## [WHAT YOU HAVE TO DO]
Setting aside any pictures, reproduce the data exactly.

── EXERCISE MATERIAL

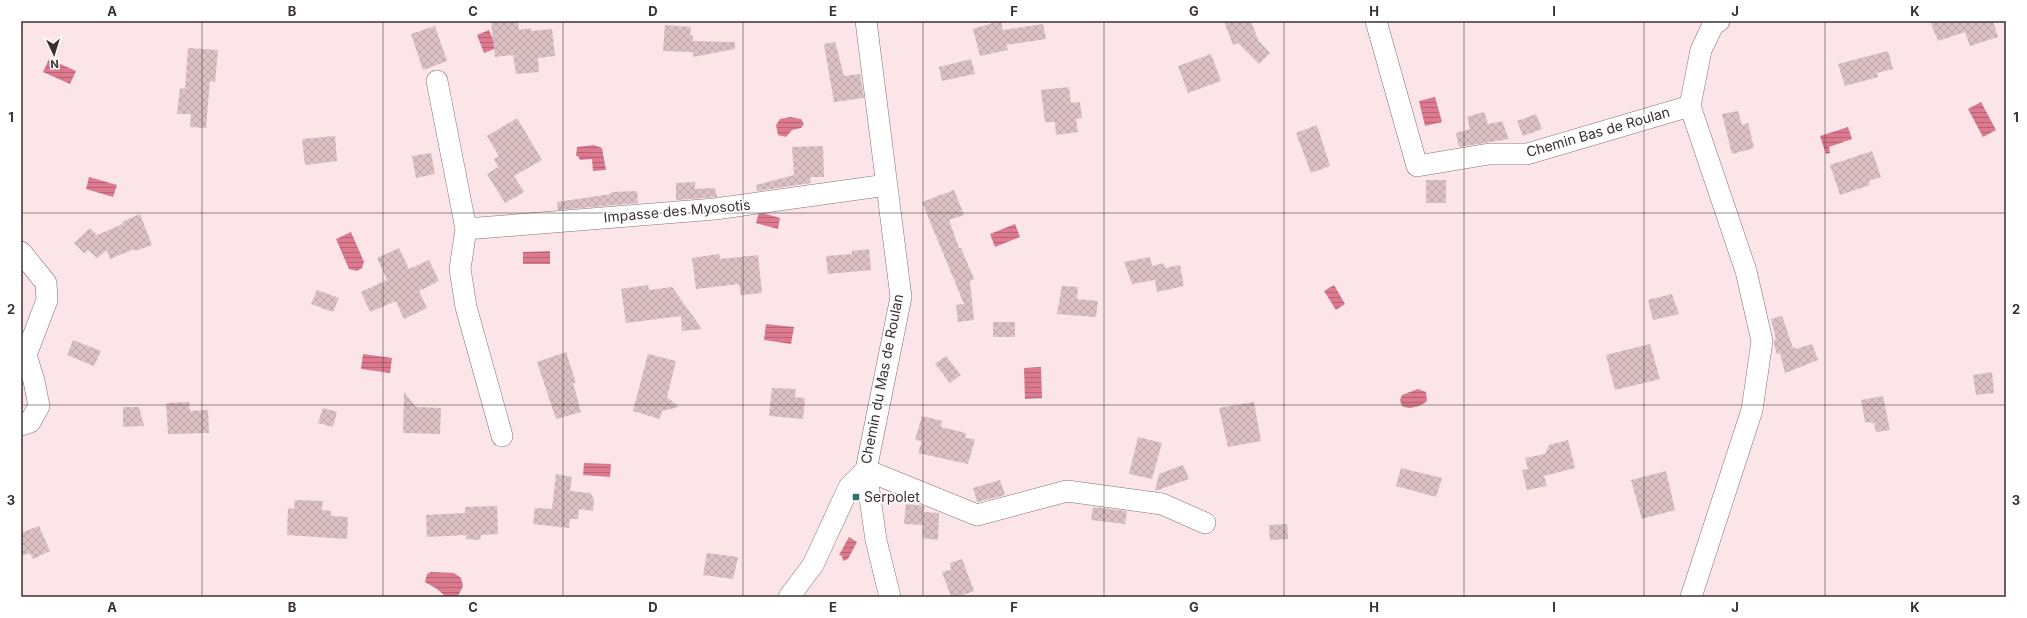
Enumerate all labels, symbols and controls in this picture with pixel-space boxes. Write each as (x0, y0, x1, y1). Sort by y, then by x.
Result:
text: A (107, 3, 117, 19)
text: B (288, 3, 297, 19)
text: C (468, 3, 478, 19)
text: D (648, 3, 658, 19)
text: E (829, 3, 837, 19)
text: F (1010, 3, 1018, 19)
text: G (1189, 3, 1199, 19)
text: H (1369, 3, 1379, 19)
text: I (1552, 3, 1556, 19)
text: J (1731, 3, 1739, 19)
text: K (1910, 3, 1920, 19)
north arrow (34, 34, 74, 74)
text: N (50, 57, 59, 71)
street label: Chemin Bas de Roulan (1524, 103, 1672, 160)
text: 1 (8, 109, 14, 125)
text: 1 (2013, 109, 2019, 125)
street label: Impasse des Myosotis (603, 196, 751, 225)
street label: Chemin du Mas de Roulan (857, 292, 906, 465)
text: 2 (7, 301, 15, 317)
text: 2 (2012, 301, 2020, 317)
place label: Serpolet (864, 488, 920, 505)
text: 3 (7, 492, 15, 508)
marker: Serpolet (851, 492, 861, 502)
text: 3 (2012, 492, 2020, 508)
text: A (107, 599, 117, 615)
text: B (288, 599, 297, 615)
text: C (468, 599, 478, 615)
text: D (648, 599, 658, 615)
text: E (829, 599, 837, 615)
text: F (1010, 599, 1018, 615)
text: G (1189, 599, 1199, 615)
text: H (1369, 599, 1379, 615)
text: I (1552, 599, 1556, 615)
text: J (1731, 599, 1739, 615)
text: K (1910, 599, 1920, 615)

────

## [RESULT OF THIS EXERCISE]
Enumerate all labels, symbols and controls in this picture with pixel-space boxes. Write each as (x0, y0, x1, y1). Sort by y, then by x.
Result:
text: A (107, 3, 117, 19)
text: B (288, 3, 297, 19)
text: C (468, 3, 478, 19)
text: D (648, 3, 658, 19)
text: E (829, 3, 837, 19)
text: F (1010, 3, 1018, 19)
text: G (1189, 3, 1199, 19)
text: H (1369, 3, 1379, 19)
text: I (1552, 3, 1556, 19)
text: J (1731, 3, 1739, 19)
text: K (1910, 3, 1920, 19)
north arrow (34, 34, 74, 74)
text: N (50, 57, 59, 71)
street label: Chemin Bas de Roulan (1524, 103, 1672, 160)
text: 1 (8, 109, 14, 125)
text: 1 (2013, 109, 2019, 125)
street label: Impasse des Myosotis (603, 196, 751, 225)
street label: Chemin du Mas de Roulan (857, 292, 906, 465)
text: 2 (7, 301, 15, 317)
text: 2 (2012, 301, 2020, 317)
place label: Serpolet (864, 488, 920, 505)
text: 3 (7, 492, 15, 508)
marker: Serpolet (851, 492, 861, 502)
text: 3 (2012, 492, 2020, 508)
text: A (107, 599, 117, 615)
text: B (288, 599, 297, 615)
text: C (468, 599, 478, 615)
text: D (648, 599, 658, 615)
text: E (829, 599, 837, 615)
text: F (1010, 599, 1018, 615)
text: G (1189, 599, 1199, 615)
text: H (1369, 599, 1379, 615)
text: I (1552, 599, 1556, 615)
text: J (1731, 599, 1739, 615)
text: K (1910, 599, 1920, 615)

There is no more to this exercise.